-- Material provided follows --

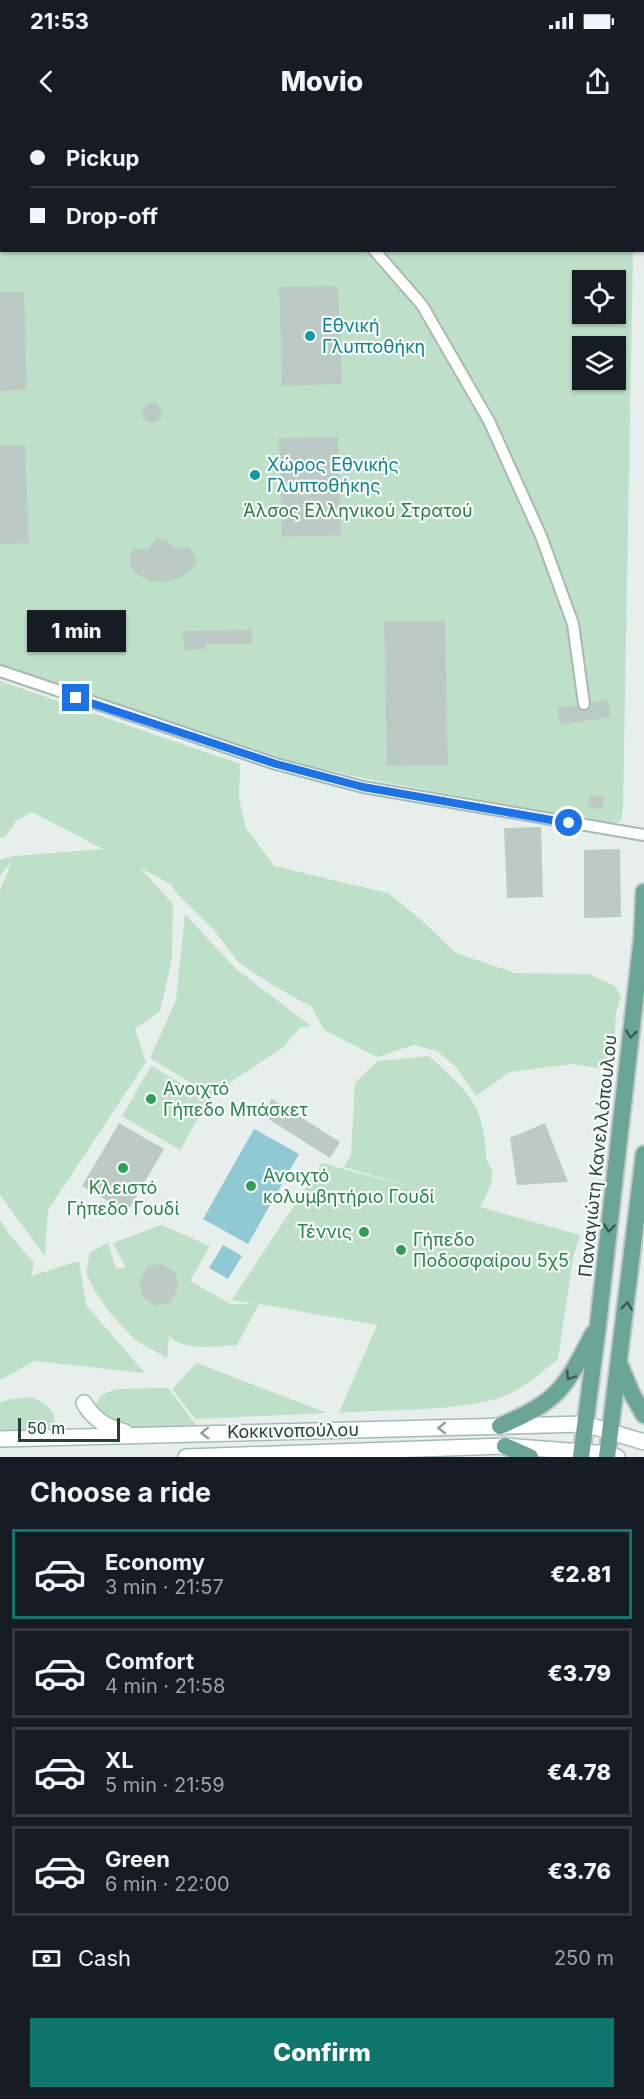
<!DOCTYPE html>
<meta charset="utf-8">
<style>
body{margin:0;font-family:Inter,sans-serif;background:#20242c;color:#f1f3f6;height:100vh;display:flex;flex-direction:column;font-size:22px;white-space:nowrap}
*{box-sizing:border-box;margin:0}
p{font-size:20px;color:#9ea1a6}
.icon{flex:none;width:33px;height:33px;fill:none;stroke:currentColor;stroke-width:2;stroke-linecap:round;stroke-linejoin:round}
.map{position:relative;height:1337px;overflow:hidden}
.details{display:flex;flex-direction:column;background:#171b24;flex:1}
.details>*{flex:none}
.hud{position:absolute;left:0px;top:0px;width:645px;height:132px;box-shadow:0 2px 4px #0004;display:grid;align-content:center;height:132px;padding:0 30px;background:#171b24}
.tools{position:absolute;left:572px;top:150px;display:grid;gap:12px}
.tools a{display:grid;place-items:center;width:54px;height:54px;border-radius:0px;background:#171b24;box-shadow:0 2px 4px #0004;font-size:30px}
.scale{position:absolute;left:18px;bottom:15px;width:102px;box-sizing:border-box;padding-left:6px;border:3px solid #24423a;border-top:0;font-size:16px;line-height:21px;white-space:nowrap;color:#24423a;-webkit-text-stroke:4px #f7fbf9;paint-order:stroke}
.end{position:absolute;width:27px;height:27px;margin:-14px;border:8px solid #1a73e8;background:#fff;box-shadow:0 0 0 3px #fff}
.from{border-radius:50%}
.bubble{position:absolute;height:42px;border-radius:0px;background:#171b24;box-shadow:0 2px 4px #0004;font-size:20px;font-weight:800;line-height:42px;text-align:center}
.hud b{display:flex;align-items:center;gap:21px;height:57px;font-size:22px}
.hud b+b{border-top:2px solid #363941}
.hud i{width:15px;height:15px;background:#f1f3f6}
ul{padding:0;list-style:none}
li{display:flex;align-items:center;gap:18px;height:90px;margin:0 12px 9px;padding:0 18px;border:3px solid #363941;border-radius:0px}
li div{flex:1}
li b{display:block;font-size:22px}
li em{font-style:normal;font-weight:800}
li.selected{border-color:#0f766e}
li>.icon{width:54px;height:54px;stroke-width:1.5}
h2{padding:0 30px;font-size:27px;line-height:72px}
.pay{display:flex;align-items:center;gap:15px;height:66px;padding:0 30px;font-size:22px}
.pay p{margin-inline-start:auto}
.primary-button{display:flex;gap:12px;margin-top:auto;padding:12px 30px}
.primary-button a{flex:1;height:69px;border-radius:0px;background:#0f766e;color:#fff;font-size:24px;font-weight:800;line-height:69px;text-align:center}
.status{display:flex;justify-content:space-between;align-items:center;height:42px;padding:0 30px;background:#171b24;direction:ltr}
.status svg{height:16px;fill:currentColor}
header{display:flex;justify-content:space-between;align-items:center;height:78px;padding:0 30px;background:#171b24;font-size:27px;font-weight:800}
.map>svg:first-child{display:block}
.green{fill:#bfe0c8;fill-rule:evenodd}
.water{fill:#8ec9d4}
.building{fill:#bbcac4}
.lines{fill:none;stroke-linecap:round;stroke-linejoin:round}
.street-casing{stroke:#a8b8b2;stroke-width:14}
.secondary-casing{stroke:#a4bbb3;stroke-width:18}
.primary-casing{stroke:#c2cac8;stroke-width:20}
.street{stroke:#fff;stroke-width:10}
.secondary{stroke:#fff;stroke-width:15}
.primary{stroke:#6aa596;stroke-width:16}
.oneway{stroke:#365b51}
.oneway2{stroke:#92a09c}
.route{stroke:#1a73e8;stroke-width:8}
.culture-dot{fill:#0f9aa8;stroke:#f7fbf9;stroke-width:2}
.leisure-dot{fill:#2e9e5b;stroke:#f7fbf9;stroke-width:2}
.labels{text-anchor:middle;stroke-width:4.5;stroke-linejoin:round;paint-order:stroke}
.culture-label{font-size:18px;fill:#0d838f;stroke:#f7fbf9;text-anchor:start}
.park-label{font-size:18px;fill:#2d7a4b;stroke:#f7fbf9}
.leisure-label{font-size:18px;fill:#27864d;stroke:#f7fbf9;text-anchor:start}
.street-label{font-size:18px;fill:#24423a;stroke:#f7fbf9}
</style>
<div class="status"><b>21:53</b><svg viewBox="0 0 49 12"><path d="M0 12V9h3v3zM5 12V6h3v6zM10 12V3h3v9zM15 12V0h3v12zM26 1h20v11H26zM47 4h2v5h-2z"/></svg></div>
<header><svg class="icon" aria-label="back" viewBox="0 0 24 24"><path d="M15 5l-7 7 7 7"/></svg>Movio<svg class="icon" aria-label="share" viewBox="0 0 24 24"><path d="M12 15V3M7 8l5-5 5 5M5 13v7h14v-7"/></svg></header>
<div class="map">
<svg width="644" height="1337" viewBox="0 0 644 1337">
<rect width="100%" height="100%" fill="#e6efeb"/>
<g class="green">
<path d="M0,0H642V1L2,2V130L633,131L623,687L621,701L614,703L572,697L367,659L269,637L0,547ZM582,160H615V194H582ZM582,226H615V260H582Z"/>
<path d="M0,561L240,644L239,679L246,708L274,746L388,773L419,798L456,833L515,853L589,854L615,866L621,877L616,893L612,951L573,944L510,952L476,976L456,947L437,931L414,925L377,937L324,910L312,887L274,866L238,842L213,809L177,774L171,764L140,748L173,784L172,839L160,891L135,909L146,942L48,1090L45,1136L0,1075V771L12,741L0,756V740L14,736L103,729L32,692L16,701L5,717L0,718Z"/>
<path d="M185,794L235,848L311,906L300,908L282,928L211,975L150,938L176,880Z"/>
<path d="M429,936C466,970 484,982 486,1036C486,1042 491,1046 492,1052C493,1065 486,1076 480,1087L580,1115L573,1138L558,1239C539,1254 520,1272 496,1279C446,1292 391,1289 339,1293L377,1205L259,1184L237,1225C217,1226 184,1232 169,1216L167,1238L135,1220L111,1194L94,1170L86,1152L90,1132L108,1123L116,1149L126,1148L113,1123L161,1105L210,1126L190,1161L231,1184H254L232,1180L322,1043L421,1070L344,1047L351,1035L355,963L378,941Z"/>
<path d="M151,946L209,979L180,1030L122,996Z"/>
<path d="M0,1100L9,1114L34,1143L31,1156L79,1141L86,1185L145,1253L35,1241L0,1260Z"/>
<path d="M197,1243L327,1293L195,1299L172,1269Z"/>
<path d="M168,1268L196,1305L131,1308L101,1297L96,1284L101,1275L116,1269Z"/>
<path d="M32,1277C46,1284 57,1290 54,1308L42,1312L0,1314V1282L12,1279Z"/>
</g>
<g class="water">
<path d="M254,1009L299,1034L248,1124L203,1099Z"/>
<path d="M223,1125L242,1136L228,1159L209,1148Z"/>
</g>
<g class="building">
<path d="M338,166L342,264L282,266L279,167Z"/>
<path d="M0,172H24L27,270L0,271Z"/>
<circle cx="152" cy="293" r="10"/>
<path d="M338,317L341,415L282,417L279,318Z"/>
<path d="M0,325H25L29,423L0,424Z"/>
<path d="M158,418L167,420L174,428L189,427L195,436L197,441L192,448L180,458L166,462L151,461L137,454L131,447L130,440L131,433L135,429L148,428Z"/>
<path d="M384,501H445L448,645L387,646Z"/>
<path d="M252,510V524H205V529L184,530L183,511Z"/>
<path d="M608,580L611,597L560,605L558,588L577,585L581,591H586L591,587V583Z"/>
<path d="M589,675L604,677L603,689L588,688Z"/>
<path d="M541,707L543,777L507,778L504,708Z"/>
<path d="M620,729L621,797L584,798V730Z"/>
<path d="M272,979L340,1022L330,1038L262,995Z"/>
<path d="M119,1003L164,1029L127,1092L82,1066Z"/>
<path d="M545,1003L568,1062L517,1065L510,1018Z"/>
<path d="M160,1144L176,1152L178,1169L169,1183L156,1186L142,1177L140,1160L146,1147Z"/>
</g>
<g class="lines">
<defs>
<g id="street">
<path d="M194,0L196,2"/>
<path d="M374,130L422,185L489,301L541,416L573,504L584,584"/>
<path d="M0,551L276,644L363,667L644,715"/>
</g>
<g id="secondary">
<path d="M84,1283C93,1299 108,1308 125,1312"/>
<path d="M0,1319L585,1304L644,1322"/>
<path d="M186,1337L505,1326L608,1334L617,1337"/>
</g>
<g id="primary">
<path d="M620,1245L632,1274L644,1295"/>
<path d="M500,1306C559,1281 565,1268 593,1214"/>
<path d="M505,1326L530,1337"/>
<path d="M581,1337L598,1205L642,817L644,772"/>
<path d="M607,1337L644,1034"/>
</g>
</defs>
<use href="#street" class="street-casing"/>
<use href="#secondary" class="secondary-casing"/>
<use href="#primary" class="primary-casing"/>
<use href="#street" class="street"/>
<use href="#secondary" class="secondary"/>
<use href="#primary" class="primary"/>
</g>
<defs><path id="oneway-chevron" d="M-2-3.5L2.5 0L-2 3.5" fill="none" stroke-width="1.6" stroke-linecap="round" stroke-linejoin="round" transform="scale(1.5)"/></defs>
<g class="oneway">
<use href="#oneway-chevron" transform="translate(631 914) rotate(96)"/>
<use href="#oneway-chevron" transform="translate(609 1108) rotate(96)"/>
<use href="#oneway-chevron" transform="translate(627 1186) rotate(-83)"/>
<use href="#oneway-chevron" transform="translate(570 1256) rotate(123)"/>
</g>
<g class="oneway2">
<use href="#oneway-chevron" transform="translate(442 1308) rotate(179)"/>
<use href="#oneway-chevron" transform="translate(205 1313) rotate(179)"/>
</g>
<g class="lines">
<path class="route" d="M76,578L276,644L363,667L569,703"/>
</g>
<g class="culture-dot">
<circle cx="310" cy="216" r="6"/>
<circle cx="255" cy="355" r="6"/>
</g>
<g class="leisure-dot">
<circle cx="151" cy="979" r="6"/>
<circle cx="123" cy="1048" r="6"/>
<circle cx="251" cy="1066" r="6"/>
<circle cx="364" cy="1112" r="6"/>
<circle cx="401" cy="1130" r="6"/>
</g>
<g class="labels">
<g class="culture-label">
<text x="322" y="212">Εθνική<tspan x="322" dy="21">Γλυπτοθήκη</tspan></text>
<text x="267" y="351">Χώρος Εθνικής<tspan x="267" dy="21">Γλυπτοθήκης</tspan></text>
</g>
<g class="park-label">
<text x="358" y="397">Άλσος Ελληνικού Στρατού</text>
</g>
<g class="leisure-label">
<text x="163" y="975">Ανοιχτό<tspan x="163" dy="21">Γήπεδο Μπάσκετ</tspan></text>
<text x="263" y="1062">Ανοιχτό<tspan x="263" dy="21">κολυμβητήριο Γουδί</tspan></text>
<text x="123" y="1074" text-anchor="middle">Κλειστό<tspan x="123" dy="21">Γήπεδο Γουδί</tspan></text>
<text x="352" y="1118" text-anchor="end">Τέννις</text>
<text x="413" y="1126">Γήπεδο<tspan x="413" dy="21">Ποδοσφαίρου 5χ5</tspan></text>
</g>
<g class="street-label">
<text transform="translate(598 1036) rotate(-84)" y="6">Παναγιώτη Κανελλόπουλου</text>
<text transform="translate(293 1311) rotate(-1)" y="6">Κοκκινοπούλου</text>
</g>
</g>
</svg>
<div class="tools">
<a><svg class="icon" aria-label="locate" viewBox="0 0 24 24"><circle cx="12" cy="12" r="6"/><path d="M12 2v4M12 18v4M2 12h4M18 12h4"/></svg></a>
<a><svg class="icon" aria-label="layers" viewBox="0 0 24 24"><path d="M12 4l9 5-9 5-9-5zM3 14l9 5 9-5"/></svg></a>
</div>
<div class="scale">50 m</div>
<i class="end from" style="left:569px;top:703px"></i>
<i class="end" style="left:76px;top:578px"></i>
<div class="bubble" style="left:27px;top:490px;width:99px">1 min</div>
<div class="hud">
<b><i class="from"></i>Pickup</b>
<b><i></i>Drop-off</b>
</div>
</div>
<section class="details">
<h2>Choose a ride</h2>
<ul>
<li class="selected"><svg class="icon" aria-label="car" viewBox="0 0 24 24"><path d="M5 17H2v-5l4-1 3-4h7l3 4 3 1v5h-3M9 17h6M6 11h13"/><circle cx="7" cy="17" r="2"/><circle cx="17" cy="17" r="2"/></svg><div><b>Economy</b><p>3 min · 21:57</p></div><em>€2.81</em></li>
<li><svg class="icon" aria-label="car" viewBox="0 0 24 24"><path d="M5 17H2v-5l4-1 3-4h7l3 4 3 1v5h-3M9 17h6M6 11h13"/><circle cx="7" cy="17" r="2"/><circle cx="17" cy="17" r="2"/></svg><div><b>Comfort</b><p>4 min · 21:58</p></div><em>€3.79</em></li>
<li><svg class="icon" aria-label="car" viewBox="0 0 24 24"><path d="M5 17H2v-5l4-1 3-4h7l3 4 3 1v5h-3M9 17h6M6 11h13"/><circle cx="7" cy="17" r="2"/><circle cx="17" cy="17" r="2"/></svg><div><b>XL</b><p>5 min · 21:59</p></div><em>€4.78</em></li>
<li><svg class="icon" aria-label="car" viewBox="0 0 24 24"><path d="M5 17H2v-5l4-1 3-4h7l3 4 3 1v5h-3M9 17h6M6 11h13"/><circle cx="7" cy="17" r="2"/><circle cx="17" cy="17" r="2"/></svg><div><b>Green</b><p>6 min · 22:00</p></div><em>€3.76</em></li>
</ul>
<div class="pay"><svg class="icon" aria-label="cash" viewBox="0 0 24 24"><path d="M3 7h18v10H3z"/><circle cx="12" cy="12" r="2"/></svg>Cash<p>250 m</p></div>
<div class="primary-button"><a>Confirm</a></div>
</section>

-- Material provided concluded --

_Work instruction_
Only the number is wanted: how many lines of the data contain the word "grid"?

_Task response_
3